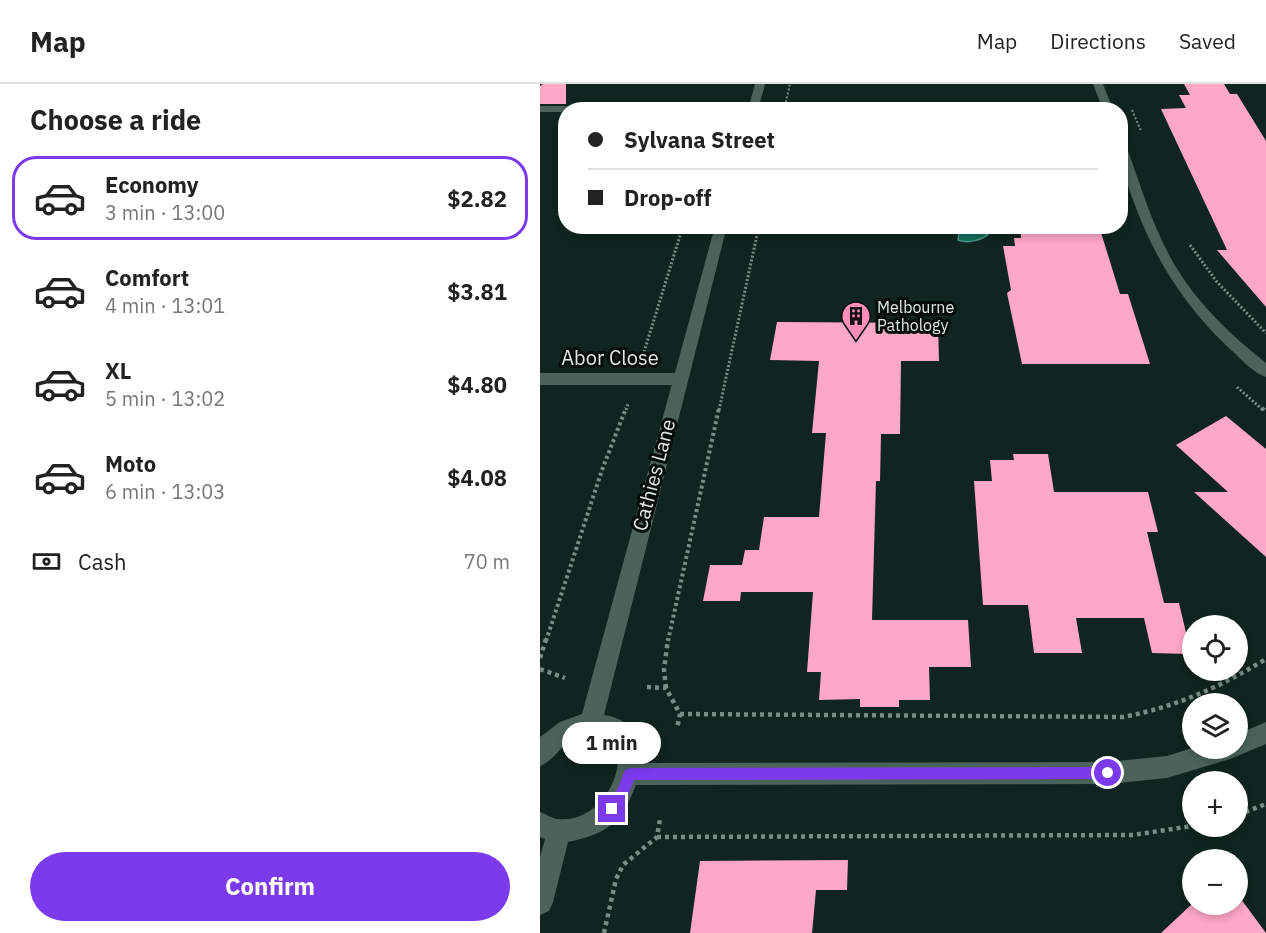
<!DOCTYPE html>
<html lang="en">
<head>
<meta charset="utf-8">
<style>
	:root { --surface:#fff; --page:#f2f2f2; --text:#222; --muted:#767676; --line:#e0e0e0; --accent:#7c3aed }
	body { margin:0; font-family:"IBM Plex Sans",sans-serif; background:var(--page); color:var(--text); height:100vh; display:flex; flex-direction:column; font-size:22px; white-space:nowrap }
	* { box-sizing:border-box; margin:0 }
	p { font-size:20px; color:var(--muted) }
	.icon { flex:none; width:33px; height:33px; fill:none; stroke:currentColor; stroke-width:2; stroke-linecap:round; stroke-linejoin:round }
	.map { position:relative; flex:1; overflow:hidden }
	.details { display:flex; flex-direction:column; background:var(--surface); width:540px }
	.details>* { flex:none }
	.banner { position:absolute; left:18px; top:18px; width:570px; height:132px; border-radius:24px; box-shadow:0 3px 9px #0003; display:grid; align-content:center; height:132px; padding:0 30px; background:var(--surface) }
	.tools { position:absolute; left:642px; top:531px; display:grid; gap:12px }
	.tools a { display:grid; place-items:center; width:66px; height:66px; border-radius:50%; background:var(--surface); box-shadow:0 3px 9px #0003; font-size:30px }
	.end { position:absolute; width:27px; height:27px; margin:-14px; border:8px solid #7c3aed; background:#fff; box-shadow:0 0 0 3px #fff }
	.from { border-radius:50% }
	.bubble { position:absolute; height:42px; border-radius:21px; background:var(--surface); box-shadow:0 3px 9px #0003; font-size:20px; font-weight:700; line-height:42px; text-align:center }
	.banner b { display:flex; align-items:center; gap:21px; height:57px; font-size:22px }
	.banner b+b { border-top:2px solid var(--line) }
	.banner i { width:15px; height:15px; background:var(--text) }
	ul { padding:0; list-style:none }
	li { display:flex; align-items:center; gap:18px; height:84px; margin:0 12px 9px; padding:0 18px; border:3px solid transparent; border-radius:24px }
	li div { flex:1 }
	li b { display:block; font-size:22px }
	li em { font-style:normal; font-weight:700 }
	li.active { border-color:var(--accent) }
	li>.icon { width:54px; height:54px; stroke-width:1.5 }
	h2 { padding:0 30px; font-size:27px; line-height:72px }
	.pay { display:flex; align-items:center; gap:15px; height:66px; padding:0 30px; font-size:22px }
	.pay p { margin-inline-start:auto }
	.action { display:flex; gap:12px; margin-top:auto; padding:12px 30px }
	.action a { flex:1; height:69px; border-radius:36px; background:var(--accent); color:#fff; font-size:24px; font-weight:700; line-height:69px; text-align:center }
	header { display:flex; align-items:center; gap:36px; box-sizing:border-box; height:84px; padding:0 30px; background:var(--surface); border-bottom:2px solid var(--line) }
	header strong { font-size:28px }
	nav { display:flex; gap:33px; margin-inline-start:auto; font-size:21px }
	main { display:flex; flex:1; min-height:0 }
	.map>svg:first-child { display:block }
</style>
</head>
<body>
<header>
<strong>Map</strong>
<nav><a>Map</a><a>Directions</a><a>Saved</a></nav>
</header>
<main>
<section class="details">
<h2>Choose a ride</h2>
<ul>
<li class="active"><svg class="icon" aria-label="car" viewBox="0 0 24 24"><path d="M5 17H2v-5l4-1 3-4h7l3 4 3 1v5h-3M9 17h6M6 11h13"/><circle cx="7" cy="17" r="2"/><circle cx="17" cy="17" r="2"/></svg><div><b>Economy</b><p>3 min · 13:00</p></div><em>$2.82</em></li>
<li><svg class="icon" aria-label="car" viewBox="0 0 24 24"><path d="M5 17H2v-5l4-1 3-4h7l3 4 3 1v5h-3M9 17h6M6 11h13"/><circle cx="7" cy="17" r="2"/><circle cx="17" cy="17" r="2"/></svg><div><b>Comfort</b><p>4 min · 13:01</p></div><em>$3.81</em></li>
<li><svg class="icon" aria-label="car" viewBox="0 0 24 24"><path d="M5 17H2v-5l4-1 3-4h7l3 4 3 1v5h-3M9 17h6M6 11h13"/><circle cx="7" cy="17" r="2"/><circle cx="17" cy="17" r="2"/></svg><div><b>XL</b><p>5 min · 13:02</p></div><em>$4.80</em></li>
<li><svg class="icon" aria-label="car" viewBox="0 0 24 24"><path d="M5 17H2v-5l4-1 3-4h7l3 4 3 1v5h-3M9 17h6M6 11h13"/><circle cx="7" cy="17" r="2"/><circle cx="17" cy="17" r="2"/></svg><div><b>Moto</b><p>6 min · 13:03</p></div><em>$4.08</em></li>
</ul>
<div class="pay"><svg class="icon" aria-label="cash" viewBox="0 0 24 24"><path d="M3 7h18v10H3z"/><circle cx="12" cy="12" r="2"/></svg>Cash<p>70 m</p></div>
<div class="action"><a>Confirm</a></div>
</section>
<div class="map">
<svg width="726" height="849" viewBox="0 0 726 849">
	<rect width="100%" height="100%" fill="#10251f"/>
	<path fill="#136f5b" stroke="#509484" stroke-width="1.5" d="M431,142L445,143L451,147C445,156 428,160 418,156L419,148Z"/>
	<g fill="#fea7c7">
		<polygon points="3,0 26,0 26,20 0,20 0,2"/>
		<polygon points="644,0 684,0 690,10 697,10 726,57 726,223 677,166 687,166 621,25 646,24 639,11 650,11"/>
		<polygon points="559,142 580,210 588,210 610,280 482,280 467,209 471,206 463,162 475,162 474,154 481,154 480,145"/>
		<polygon points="237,238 398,239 399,277 361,277 360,350 341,350 340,397 336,397 332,536 428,536 431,583 389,583 390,616 359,616 359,623 320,623 320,615 279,616 281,588 267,588 273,508 201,508 200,517 163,517 170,481 202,481 205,466 219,466 224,433 279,433 286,349 272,349 279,277 230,276"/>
		<polygon points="686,332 726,365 726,473 654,408 688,408 636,361"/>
		<polygon points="473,370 508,370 514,408 608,408 618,448 607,448 624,519 639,519 651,570 612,569 604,534 536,534 542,569 494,569 488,521 443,521 434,397 452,397 450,376 474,376"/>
		<polygon points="308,776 307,806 276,806 272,849 150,849 160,777"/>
		<polygon points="698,811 726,849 621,849 652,820 698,820"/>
	</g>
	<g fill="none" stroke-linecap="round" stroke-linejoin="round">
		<g stroke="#7b8c86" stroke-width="2" stroke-dasharray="2 2" stroke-linecap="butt">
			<polyline points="244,26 250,0"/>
			<polyline points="592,26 601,47"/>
		</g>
		<g stroke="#7b8c86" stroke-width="3" stroke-dasharray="2 2" stroke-linecap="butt">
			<polyline points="650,161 677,198 726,249"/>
			<polyline points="104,268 143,142"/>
			<polyline points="697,303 723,326"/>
			<polyline points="86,326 88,320"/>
			<polyline points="179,326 219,142"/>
		</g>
		<g stroke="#7b8c86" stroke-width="4" stroke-dasharray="3 3" stroke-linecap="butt">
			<polyline points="722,324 726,328"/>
			<polyline points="6,557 62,386 86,324"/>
			<polyline points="128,557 179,324"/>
		</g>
		<g stroke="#7b8c86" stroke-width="4.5" stroke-dasharray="4 4" stroke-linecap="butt">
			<polyline points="0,574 6,555"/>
			<polyline points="0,585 25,594"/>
			<polyline points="107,603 126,604 140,630 137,645"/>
			<polyline points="126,604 124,586 128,555"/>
			<path d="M140,630L583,633C636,623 680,603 726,575"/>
			<polyline points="698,731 726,720"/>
			<polyline points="117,753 593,751 652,742"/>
			<polyline points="64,849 76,795 83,781 117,753 120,735"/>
		</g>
		<g fill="#4c635c" fill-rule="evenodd">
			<polygon points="553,0 563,0 573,26 563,26"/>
			<polygon points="0,22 213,22 218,25 26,26 26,28 0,28"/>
			<path d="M580,58L586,61C601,103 614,147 637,185C660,222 692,252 726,279V293C713,289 700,274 690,265C644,222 614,174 593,116C586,96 580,79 580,58Z"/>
			<polygon points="0,289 139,289 145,291 147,295 145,299 139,301 0,301"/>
			<polygon points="726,638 726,660 690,675 627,694 568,700 90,701 82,698 79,690 82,682 90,679 568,678 627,672 652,664 698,664 698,650"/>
		</g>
		<g fill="#4c635c" fill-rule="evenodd">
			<polygon points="215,0 225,0 218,26 208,26"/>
			<path d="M175,142H187L64,631C117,638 103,706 77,735C65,749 46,754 28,758L13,818L9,827L0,831V773L5,755L0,753V728C6,730 11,734 17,735C77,742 106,636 40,653C22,657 16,676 0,682V653L20,638L42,630Z"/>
		</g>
	</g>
	<path fill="#7c3aed" d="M568,683L573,685L574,689L573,694L568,695L94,696C89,708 84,726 72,732L67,730L65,725L78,704L85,686L90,684Z"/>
	<defs>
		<g id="building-pin" transform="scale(1.5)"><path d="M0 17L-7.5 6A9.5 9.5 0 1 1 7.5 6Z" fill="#ff8eba" stroke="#050c0a"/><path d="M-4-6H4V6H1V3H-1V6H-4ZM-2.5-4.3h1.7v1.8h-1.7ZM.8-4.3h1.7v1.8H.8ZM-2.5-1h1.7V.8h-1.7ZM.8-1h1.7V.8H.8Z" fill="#111"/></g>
	</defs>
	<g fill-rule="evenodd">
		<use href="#building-pin" x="316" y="232"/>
	</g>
	<g text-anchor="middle" stroke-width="6" stroke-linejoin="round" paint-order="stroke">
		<g font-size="16" fill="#ddeae5" stroke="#050c0a" text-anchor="start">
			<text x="337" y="229">Melbourne<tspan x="337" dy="18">Pathology</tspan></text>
		</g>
		<g font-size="20" fill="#ddeae5" stroke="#050c0a">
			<text x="70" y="281">Abor Close</text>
			<text transform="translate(114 391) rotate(-75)" y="7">Cathies Lane</text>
		</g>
	</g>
</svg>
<div class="tools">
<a><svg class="icon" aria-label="locate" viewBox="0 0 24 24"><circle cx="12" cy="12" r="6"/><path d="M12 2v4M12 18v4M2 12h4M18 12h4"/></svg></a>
<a><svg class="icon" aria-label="layers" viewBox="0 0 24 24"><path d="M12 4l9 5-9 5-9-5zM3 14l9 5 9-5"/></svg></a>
<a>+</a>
<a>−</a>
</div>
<i class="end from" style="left:568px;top:689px"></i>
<i class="end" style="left:72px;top:725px"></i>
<div class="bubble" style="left:22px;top:638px;width:99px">1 min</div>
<div class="banner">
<b><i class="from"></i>Sylvana Street</b>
<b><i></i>Drop-off</b>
</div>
</div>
</main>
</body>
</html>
- - - -
→ INSTRUCTIONS FOR THE TASK:
Copy each line in the data that holds the word "absolute".

→ WRITTEN REPLY:
	.banner { position:absolute; left:18px; top:18px; width:570px; height:132px; border-radius:24px; box-shadow:0 3px 9px #0003; display:grid; align-content:center; height:132px; padding:0 30px; background:var(--surface) }
	.tools { position:absolute; left:642px; top:531px; display:grid; gap:12px }
	.end { position:absolute; width:27px; height:27px; margin:-14px; border:8px solid #7c3aed; background:#fff; box-shadow:0 0 0 3px #fff }
	.bubble { position:absolute; height:42px; border-radius:21px; background:var(--surface); box-shadow:0 3px 9px #0003; font-size:20px; font-weight:700; line-height:42px; text-align:center }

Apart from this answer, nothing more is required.